Exercise goal:
Keep the pictures out, and restate the listing that follows exactly as written.

Provided information:
------
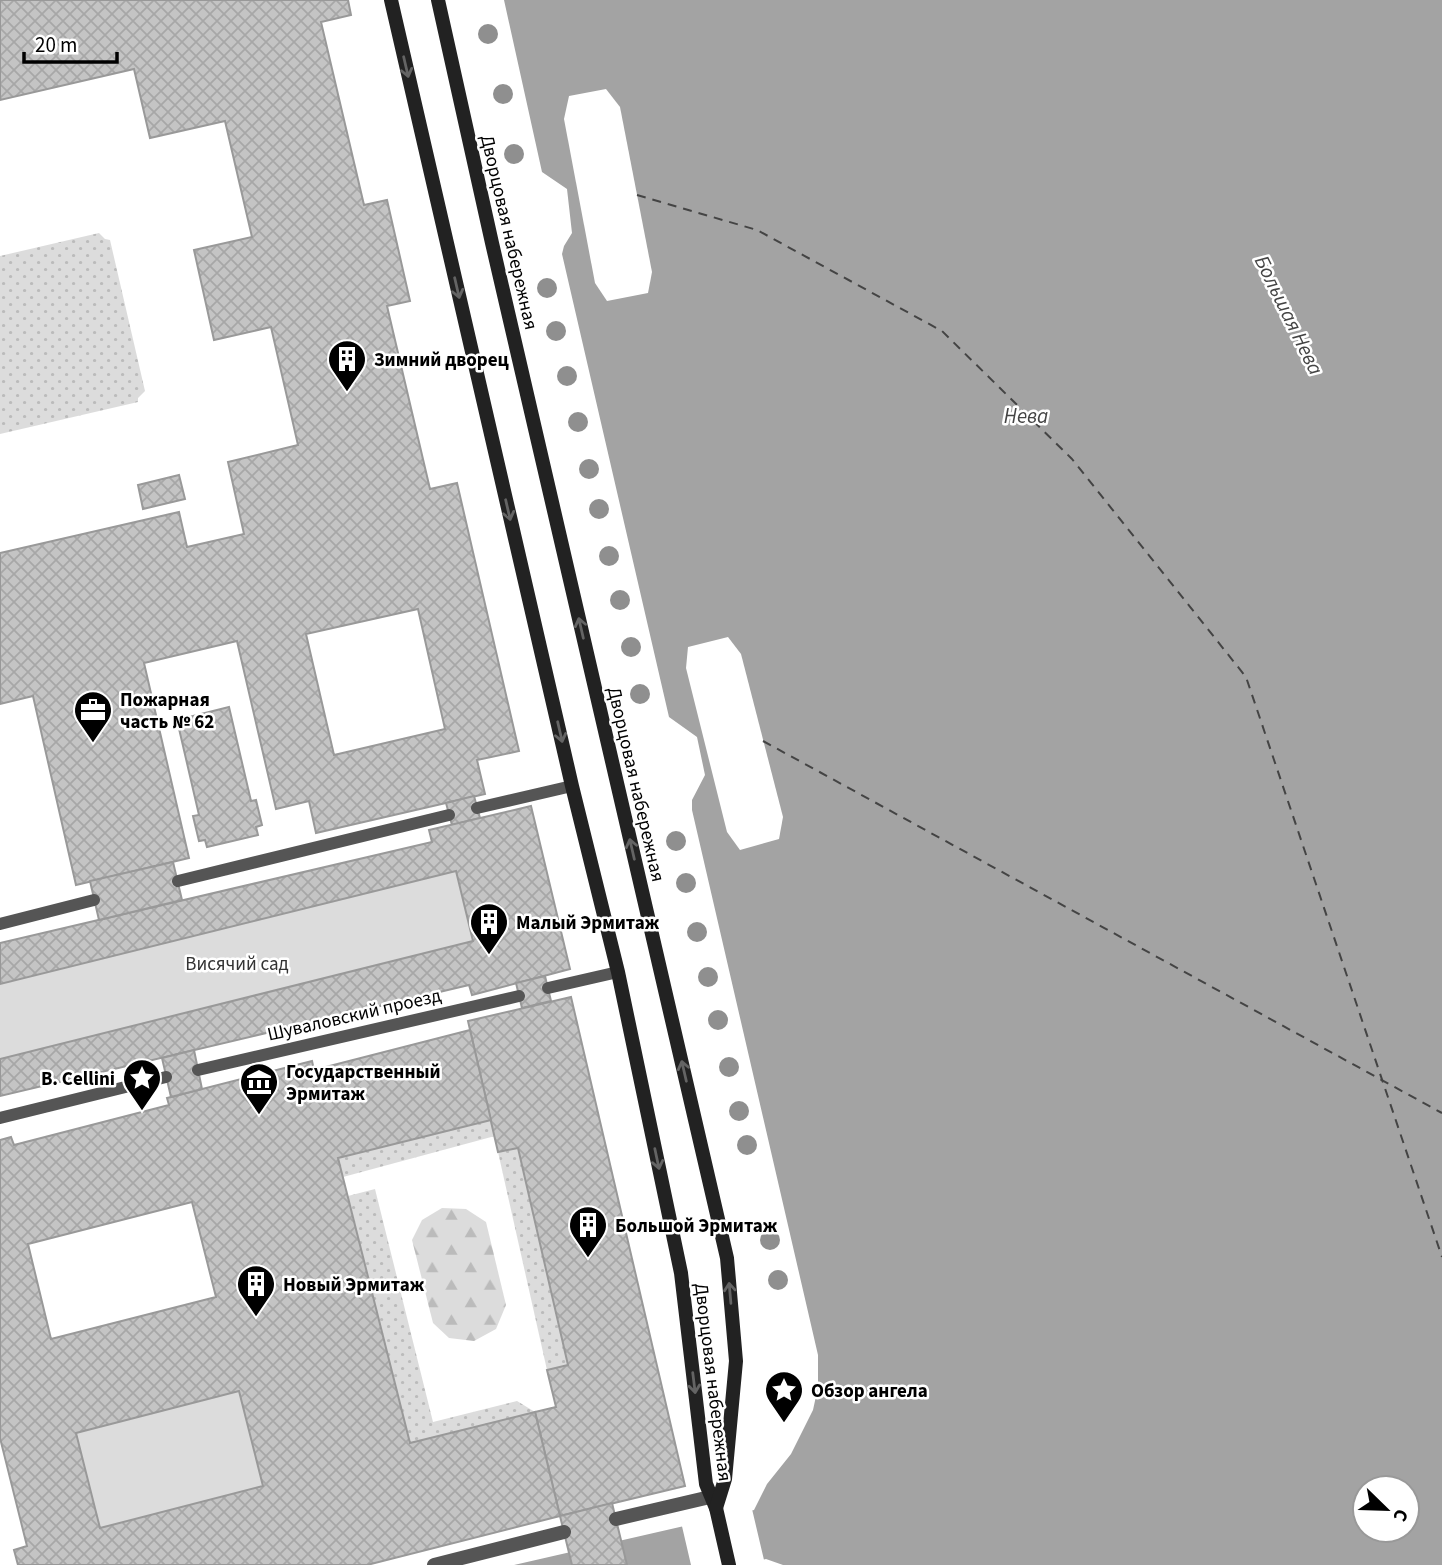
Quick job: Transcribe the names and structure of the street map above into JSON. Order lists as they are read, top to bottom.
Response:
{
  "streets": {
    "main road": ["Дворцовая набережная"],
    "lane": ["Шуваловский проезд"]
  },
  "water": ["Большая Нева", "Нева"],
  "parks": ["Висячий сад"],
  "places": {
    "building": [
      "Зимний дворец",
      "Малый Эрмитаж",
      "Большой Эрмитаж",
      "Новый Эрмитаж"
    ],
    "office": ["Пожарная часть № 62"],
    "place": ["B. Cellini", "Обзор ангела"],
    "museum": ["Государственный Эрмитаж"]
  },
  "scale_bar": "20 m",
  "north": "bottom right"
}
------
Result of the task:
Quick job: Transcribe the names and structure of the street map above into JSON. Order lists as they are read, top to bottom.
Response:
{
  "streets": {
    "main road": ["Дворцовая набережная"],
    "lane": ["Шуваловский проезд"]
  },
  "water": ["Большая Нева", "Нева"],
  "parks": ["Висячий сад"],
  "places": {
    "building": [
      "Зимний дворец",
      "Малый Эрмитаж",
      "Большой Эрмитаж",
      "Новый Эрмитаж"
    ],
    "office": ["Пожарная часть № 62"],
    "place": ["B. Cellini", "Обзор ангела"],
    "museum": ["Государственный Эрмитаж"]
  },
  "scale_bar": "20 m",
  "north": "bottom right"
}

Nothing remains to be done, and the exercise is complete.